At the very top of the list of kick-butt, black women is Annie Lee Cooper. The recently popularized Selma native was a civil rights activist in the voting rights movement. Cooper is best known for punching the notorious Dallas County Sheriff James Clark in the face after he repeatedly prodded her with his nightstick. Cooper’s brave story is one that lives on decades later.

Fannie Lou Hamer

Fannie Lou Hamer, a Mississippi civil rights activist once said, “One day I know the struggle will change. There’s got to be a change — not only for Mississippi, not only for the people in the U.S., but for people all over the world.” Hamer fought for equality in some of the toughest trenches in the country. Hamer was a co-creator of the Mississippi Freedom Democratic Party, which was created to challenge the white-only, Mississippi Democratic Party.

Donyale Luna

To this day people refer to Beverly Johnson as the first black woman on the cover of Vogue, but they are mistaken. Detroit-born Donyale Luna was the first black woman to grace the cover in 1966. Luna forced her way into the fashion industry and made a name for herself where no African-American had.

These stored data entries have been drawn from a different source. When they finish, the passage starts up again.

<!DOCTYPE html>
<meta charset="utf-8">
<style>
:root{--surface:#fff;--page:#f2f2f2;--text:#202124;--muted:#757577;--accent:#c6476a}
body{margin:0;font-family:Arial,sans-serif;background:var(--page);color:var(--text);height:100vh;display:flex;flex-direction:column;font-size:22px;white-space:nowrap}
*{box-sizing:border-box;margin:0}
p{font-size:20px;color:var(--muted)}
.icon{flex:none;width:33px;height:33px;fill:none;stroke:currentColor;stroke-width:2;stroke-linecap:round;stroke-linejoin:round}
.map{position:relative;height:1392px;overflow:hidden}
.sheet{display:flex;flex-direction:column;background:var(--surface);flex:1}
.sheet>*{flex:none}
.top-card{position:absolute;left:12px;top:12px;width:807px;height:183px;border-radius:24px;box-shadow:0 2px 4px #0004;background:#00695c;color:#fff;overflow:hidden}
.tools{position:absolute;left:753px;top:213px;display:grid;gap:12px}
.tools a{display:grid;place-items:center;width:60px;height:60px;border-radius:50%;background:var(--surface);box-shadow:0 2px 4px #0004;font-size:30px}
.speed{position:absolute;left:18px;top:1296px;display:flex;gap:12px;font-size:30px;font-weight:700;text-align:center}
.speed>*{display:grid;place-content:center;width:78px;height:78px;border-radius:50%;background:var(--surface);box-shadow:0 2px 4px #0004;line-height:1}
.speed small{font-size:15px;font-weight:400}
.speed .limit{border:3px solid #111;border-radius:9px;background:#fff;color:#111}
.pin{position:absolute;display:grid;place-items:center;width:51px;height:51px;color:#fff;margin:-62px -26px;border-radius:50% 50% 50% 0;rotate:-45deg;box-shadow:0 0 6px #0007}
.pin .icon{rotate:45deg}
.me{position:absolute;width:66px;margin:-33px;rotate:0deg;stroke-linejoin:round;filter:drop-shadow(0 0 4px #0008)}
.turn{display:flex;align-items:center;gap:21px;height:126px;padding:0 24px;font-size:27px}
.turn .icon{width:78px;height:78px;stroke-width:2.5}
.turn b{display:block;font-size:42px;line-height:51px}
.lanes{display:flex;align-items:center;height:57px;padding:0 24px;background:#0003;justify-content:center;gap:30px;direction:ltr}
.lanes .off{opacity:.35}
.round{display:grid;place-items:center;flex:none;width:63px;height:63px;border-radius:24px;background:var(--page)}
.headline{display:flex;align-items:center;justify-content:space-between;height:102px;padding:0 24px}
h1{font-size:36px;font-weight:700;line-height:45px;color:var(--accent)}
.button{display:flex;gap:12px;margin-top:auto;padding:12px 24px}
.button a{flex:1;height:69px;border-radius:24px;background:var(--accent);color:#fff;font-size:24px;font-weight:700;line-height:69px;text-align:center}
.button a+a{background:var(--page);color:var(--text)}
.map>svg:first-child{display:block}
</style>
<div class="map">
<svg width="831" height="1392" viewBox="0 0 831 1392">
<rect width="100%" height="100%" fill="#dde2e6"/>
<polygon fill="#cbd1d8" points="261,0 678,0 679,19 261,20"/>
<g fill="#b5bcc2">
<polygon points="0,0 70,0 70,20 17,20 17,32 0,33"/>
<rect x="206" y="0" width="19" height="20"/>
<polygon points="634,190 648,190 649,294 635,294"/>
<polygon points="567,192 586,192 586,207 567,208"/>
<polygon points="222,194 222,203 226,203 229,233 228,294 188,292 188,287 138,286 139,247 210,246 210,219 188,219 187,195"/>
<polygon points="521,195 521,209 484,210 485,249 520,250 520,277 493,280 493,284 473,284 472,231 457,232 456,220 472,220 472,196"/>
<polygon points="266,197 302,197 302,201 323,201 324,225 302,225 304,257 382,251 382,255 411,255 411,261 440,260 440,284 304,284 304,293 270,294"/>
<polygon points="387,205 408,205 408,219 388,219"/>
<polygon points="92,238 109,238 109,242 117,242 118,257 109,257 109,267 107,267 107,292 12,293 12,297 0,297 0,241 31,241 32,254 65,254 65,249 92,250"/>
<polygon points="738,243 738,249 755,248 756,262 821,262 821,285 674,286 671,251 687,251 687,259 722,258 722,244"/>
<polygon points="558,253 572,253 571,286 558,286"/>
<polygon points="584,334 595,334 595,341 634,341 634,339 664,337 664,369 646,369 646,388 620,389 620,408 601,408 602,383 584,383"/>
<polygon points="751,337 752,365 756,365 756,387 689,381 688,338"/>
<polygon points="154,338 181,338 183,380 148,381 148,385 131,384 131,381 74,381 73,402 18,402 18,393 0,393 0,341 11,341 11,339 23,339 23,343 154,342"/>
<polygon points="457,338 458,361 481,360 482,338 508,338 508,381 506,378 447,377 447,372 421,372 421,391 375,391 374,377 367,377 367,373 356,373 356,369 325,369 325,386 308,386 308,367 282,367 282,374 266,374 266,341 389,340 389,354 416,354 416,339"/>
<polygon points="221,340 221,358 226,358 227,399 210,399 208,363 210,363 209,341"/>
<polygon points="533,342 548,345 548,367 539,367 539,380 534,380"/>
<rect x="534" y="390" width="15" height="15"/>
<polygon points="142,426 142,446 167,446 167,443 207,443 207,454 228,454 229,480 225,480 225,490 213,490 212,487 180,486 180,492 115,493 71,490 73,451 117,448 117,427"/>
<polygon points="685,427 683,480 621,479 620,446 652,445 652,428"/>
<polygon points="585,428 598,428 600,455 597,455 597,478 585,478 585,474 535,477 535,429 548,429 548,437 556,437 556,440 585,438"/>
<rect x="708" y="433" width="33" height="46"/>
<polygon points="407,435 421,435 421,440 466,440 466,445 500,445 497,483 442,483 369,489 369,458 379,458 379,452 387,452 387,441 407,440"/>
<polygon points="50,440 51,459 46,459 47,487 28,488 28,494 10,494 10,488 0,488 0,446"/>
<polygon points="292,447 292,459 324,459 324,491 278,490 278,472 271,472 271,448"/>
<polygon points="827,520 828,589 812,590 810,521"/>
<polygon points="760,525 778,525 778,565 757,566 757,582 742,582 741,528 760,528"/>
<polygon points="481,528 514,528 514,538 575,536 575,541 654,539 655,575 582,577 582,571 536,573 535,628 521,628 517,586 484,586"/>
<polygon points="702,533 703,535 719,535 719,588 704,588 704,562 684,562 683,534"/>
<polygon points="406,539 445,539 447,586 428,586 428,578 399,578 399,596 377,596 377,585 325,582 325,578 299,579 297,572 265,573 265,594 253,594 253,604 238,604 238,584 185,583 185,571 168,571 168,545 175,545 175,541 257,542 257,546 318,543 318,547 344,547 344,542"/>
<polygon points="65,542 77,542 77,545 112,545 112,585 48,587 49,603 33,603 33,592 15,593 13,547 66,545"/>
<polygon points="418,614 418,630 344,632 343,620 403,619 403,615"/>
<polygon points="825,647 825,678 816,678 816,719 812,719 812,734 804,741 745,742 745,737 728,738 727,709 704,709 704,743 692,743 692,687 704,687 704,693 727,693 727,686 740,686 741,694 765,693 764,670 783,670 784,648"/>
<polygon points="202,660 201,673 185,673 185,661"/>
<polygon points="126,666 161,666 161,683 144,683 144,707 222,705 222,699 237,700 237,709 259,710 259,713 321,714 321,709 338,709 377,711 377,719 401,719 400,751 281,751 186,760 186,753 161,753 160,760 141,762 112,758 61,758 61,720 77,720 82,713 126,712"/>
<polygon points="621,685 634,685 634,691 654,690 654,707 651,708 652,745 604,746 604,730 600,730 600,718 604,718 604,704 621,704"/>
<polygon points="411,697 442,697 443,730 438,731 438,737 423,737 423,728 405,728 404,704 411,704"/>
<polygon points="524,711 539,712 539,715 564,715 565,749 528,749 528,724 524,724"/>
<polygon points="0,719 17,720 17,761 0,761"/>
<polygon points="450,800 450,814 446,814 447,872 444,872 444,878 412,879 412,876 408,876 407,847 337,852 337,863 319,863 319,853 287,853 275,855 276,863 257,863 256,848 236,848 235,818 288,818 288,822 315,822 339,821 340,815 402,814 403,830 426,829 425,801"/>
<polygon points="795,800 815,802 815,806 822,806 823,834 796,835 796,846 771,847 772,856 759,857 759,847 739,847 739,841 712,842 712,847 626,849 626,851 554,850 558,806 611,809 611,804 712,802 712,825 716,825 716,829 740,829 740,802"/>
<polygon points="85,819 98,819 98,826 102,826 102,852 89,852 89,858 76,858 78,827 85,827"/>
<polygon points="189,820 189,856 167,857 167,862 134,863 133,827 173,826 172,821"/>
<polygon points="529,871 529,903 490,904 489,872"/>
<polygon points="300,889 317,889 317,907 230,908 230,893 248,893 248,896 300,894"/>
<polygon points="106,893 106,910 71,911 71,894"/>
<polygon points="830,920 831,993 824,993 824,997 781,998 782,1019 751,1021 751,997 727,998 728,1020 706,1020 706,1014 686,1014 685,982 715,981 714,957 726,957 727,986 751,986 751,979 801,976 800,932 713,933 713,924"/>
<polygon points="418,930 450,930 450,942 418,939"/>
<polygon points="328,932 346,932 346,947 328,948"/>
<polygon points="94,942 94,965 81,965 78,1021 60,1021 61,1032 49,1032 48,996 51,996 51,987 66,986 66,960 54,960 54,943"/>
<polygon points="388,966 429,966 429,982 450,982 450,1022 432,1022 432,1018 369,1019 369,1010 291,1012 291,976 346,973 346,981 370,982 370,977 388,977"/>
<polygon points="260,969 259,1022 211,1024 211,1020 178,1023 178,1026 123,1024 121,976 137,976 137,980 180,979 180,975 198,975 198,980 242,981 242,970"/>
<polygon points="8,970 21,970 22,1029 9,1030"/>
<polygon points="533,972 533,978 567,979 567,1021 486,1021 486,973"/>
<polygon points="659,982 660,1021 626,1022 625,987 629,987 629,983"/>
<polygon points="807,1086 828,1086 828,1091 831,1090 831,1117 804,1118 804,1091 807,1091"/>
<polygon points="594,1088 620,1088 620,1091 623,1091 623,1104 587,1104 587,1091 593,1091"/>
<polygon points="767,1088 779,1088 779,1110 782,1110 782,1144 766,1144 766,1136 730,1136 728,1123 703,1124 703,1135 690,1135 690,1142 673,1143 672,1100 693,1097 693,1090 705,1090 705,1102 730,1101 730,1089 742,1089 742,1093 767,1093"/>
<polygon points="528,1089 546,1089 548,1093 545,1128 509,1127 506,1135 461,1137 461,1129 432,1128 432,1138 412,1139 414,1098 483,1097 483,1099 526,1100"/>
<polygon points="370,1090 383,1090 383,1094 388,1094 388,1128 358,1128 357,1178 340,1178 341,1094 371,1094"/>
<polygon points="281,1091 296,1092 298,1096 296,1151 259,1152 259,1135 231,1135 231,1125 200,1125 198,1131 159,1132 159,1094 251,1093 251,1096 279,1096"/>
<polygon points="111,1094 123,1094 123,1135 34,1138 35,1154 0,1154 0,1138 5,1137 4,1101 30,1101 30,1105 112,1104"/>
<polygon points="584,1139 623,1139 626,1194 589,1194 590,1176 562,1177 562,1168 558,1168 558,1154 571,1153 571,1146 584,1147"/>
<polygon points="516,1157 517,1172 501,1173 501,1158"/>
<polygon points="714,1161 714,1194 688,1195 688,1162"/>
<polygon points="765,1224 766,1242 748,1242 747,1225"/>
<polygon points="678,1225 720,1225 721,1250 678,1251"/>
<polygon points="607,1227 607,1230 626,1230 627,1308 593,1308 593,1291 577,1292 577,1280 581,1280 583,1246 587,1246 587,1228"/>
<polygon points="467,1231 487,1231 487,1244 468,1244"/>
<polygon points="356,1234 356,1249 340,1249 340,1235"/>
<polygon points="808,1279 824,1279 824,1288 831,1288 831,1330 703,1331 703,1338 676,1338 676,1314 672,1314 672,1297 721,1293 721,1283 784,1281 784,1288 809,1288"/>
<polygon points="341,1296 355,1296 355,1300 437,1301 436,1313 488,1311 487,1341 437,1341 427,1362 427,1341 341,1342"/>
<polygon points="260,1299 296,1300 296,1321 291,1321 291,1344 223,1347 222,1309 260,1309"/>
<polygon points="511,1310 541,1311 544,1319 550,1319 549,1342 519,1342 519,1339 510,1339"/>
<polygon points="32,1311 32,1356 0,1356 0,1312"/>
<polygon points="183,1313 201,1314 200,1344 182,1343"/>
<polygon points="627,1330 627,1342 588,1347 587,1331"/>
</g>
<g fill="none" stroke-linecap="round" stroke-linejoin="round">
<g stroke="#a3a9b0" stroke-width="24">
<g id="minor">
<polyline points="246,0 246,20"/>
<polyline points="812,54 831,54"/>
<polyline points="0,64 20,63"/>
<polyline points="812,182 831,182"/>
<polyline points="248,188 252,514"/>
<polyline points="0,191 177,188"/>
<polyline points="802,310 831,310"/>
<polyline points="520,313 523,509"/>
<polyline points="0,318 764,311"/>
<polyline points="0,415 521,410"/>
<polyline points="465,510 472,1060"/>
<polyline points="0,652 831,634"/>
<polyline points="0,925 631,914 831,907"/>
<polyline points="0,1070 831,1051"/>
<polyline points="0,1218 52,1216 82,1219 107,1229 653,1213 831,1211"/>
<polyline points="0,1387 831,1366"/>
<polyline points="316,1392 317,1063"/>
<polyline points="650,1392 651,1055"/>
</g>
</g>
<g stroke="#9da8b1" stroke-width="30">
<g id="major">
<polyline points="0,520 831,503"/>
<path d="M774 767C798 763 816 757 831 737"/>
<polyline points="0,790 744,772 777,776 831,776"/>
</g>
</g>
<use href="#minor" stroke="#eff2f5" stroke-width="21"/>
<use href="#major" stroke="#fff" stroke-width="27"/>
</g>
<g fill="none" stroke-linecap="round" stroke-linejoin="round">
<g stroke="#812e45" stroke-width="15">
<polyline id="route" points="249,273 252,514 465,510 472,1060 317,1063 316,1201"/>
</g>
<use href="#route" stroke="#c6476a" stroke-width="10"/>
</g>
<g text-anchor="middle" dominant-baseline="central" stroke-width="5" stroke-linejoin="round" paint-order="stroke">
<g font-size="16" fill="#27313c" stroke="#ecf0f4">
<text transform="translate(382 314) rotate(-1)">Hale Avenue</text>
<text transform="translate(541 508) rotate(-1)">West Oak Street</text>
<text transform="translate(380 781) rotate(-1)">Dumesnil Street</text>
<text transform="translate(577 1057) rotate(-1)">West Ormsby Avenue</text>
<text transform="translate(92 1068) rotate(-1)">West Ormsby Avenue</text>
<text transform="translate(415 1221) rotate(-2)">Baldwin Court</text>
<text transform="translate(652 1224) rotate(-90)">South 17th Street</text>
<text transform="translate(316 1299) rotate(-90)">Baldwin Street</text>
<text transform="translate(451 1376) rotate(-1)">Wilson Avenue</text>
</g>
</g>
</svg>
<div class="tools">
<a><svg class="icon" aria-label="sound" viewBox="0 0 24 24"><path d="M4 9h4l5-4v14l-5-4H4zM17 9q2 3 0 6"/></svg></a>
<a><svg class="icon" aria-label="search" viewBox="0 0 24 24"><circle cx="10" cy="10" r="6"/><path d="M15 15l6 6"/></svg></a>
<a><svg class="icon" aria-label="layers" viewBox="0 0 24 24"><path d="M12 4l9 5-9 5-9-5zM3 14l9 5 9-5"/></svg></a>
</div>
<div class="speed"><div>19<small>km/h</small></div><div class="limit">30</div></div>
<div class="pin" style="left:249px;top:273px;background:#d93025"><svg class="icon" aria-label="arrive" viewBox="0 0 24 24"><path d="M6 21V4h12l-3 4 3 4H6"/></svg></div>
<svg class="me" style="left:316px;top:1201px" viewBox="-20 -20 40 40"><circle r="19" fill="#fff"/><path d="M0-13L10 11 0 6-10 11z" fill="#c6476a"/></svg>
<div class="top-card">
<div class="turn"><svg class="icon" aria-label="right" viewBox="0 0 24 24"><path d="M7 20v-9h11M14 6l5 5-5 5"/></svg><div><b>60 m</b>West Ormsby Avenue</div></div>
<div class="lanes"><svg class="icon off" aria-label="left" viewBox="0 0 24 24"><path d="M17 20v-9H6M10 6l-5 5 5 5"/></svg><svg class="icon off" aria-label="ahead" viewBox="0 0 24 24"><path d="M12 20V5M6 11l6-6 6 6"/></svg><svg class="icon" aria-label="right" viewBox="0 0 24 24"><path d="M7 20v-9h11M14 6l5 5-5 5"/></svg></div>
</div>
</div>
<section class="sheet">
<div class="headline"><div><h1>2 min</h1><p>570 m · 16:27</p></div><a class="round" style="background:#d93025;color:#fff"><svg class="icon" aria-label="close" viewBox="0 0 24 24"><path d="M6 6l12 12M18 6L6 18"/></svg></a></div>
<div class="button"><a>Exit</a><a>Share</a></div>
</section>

Eventually Luna moved to Europe and became a sensation, appearing in Harper’s Bazaar as well as French and American Vogue.

Madam C.J. Walker

Madam C.J. Walker was America’s first, self-made, female millionaire, according to her website. Walker acquired her wealth by creating a line of beauty and hair products for black women. As a woman who suffered from a severe scalp disease that caused her to lose her hair, she began experimenting with different ointments until she found one that worked. Walker effectively paved the way for black female entrepreneurs around the country.

Bessie Coleman

Bessie Coleman was the first black female aviator and the first African-American to receive an international pilot license. Because no one in the U.S. would teach her to fly, Coleman learned French and traveled to Paris. In 1922 she earned her pilot license. Coleman flew over people’s expectations and became an odyssey upon her return to the U.S.